So I'm reading the famous paper of Turing "On Computable Numbers, with an Application to the Entscheidungsproblem". At the beginning of his proof of the undecidability of first-order logic (FOL), he claims the following:
It should perhaps be remarked that what I shall prove is quite different from the well-known results of Gödel. Gödel has shown that (in the formalism of Principia Mathematica) there are propositions 𐌵 such that neither 𐌵 nor ¬𐌵 is provable. As a consequence of this, it is shown that no proof of consistency of Principia Mathematica (or of K) can be given within that formalism. On the other hand, I shall show that there is no general method which tells whether a given formula 𐌵 is provable in K, or, what comes to the same, whether the system consisting of K with ¬𐌵 adjoined as an extra axiom is consistent.

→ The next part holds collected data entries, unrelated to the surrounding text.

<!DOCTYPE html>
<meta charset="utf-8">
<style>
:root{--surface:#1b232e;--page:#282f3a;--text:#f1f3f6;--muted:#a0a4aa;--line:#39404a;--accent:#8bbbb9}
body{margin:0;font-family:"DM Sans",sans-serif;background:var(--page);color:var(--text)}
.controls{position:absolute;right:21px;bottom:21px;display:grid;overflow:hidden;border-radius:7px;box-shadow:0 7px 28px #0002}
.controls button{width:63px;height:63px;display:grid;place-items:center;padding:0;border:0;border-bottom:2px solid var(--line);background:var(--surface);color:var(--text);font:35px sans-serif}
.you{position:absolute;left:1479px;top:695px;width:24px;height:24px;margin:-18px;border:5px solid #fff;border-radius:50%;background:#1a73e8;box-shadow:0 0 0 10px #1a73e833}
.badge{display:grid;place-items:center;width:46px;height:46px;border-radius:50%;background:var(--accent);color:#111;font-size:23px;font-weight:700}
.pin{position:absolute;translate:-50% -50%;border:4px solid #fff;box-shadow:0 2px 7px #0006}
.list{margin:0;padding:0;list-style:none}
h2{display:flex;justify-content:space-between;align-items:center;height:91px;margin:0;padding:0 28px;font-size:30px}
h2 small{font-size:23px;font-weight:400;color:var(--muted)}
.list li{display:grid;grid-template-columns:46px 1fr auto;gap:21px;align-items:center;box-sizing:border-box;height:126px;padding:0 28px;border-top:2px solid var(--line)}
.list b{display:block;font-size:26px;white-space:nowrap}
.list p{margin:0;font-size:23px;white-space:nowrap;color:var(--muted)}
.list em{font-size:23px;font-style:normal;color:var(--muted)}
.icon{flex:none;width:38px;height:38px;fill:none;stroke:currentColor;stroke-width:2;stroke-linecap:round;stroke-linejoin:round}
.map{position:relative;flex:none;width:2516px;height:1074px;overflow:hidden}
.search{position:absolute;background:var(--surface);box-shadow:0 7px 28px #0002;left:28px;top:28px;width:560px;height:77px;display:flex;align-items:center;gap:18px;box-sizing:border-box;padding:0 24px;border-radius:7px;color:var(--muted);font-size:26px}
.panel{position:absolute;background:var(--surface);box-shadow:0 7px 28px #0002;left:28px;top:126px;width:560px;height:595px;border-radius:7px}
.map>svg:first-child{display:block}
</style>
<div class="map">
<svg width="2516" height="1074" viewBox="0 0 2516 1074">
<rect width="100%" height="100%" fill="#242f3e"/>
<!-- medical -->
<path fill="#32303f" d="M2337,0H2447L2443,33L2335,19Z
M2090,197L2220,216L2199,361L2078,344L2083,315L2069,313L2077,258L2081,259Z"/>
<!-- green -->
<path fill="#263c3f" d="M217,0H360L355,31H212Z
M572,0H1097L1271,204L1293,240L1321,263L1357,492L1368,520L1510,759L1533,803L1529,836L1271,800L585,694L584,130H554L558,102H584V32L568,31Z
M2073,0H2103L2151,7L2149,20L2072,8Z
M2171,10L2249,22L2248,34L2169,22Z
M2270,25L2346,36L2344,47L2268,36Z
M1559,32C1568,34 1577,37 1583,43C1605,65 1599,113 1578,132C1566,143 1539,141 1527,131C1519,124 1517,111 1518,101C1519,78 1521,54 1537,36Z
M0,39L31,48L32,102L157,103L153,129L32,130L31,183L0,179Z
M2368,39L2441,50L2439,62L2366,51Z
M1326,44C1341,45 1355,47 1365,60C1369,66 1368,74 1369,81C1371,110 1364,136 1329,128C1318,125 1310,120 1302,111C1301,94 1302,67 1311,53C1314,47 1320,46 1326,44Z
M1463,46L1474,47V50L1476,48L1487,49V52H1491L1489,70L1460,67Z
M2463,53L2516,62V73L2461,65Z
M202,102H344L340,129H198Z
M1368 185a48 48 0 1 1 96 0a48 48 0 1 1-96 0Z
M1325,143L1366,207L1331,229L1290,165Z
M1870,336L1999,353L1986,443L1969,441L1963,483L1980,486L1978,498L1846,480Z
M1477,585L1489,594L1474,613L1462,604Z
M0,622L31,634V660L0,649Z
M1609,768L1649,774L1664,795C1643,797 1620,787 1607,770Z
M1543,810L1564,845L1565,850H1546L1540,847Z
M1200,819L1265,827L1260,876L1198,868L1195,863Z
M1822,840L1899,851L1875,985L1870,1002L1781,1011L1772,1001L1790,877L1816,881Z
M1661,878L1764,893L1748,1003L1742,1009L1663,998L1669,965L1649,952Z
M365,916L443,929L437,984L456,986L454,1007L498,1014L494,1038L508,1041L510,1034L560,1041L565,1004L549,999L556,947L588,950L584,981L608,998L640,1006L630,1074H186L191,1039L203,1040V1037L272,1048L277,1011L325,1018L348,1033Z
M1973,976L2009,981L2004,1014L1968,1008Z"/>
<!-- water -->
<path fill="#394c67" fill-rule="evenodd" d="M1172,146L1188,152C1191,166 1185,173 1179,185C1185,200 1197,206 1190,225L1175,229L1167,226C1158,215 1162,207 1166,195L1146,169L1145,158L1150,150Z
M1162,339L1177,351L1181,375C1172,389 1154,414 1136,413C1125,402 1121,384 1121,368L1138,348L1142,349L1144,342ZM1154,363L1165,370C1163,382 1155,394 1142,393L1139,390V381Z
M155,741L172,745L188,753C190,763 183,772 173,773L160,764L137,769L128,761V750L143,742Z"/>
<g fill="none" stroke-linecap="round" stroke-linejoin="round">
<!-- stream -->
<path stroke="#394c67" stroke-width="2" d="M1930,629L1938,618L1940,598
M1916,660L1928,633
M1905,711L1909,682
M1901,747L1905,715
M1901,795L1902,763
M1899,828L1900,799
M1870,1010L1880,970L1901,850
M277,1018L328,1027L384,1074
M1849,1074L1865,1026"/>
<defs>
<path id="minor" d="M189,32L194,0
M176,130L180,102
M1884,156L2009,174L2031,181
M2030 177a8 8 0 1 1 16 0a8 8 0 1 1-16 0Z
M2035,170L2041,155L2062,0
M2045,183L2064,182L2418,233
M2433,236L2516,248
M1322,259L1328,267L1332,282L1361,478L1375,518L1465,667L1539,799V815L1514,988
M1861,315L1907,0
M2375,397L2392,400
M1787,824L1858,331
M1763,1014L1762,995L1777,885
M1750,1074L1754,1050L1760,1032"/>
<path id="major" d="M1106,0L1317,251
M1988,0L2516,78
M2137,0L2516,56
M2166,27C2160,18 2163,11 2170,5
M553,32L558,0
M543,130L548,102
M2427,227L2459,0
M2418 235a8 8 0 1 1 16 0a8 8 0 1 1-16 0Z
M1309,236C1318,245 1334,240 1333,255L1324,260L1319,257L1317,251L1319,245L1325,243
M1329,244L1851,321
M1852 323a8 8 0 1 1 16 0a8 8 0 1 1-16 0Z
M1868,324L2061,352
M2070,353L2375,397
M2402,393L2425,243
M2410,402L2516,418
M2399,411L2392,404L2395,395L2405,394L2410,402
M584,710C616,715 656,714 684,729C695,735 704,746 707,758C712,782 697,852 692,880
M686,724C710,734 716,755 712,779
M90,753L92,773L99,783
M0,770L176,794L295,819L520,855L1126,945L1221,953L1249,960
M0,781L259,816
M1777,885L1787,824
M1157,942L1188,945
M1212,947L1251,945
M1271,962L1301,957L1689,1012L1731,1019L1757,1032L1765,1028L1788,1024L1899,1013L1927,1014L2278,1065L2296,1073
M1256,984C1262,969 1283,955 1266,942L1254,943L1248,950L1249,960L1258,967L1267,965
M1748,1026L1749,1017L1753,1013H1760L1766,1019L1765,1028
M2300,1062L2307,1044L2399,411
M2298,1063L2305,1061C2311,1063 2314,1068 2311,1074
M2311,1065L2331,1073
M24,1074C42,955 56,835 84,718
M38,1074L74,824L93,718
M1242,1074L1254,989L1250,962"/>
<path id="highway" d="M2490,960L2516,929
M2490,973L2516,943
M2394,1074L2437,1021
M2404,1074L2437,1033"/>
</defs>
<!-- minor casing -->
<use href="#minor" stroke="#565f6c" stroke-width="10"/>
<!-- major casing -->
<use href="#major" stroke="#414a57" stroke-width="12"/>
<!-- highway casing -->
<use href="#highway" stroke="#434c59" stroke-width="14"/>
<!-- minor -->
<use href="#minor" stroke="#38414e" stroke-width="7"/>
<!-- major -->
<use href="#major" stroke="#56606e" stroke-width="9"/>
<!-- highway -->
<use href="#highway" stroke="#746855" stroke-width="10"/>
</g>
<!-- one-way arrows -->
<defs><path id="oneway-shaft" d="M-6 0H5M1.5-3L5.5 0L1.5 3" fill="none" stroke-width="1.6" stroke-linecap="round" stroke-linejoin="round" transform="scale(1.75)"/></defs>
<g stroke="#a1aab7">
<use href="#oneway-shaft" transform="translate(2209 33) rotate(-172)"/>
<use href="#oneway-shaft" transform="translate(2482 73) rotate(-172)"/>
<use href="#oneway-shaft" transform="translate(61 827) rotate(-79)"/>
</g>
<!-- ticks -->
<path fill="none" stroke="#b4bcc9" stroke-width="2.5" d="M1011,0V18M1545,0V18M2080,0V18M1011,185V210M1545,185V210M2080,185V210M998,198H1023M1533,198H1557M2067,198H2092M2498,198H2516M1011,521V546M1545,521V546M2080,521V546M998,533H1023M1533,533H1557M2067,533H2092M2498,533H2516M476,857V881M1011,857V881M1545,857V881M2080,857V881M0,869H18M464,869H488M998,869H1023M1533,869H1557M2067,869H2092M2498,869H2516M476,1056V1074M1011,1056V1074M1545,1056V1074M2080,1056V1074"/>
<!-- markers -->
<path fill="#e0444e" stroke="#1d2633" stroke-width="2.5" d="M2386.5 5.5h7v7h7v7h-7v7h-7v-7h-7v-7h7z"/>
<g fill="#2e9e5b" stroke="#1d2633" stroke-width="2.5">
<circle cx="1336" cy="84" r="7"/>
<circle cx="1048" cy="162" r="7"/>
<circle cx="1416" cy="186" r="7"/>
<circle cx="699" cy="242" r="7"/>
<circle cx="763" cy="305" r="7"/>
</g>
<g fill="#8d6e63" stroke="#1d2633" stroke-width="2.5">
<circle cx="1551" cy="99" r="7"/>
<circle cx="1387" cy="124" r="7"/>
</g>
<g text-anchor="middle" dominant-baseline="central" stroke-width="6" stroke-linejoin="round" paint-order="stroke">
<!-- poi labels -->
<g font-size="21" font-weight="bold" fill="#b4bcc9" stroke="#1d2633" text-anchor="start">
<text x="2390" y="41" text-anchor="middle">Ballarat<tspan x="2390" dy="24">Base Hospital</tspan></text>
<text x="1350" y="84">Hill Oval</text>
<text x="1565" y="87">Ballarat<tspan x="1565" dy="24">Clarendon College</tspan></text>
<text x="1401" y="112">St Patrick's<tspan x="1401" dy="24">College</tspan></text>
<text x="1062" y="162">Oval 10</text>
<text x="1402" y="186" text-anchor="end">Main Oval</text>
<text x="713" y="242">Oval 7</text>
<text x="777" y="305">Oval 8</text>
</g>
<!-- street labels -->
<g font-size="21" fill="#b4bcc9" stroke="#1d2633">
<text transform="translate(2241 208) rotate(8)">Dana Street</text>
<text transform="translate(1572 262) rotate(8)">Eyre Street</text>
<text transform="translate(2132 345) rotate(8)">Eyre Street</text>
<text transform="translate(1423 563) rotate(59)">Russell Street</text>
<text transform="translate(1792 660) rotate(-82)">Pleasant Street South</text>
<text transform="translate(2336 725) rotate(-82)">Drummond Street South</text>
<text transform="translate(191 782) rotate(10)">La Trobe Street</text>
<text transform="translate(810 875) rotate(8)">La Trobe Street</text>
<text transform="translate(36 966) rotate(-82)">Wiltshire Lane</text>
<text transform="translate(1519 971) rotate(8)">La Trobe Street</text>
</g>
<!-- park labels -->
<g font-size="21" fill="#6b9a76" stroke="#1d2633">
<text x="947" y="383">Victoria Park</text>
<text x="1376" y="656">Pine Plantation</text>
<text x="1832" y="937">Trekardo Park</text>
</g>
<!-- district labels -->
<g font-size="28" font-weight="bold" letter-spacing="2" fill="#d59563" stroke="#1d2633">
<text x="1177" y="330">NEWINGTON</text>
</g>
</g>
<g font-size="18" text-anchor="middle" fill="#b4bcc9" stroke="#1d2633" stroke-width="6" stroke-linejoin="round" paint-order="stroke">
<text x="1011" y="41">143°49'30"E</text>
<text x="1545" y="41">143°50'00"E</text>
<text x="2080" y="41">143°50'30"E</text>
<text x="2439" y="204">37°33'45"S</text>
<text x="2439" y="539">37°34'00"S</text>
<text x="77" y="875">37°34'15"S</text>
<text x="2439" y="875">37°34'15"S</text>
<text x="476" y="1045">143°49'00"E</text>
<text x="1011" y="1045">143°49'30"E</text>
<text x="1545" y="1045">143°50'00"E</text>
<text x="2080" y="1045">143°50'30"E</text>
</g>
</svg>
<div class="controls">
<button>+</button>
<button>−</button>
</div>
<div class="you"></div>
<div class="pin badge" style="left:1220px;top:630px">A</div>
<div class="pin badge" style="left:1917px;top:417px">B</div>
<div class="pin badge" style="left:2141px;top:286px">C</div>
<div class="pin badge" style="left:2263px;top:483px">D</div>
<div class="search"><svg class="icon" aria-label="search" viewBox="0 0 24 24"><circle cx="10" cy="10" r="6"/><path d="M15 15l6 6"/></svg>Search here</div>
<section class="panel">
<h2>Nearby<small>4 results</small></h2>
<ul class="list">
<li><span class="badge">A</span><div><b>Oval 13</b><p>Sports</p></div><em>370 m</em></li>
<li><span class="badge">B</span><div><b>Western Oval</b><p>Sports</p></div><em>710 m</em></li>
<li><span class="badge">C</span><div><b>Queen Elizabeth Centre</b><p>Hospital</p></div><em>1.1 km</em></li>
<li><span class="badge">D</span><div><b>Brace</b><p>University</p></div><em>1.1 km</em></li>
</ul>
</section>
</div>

With K being the axiomatization of FOL given by Hilbert and Ackermann. Furthermore, he claims:
If the negation of what Gödel has shown had been proved, i.e. if, for each 𐌵, either 𐌵 or ¬𐌵 is provable, then we should have an immediate solution of the Entscheidungsproblem. For we can invent a machine 𐌺 which will prove consecutively all provable formulae. Sooner or later 𐌺 will reach either 𐌵 or ¬𐌵. If it reaches 𐌵, then we know that 𐌵 is provable. If it reaches ¬𐌵, then, since K is consistent (Hilbert and Ackermann, p. 65), we know that 𐌵 is not provable.
So at first hand and without further clarification on his part, he seems to be equating two different kinds of formal axiomatic systems: the ones which try to mechanize the notion of validity in logic and the ones which try to mechanize the notion of truth in arithmetic.
Probably, what he's trying to get at is that there is a way to encode in arithmetic the notion of 𐌵 being a provable sentence in K so that, if arithmetic was complete, then that sentence could be proved or disproved in arithmetic.
Any suggestions to make sense of what he's talking about here?
Thank's in advance :)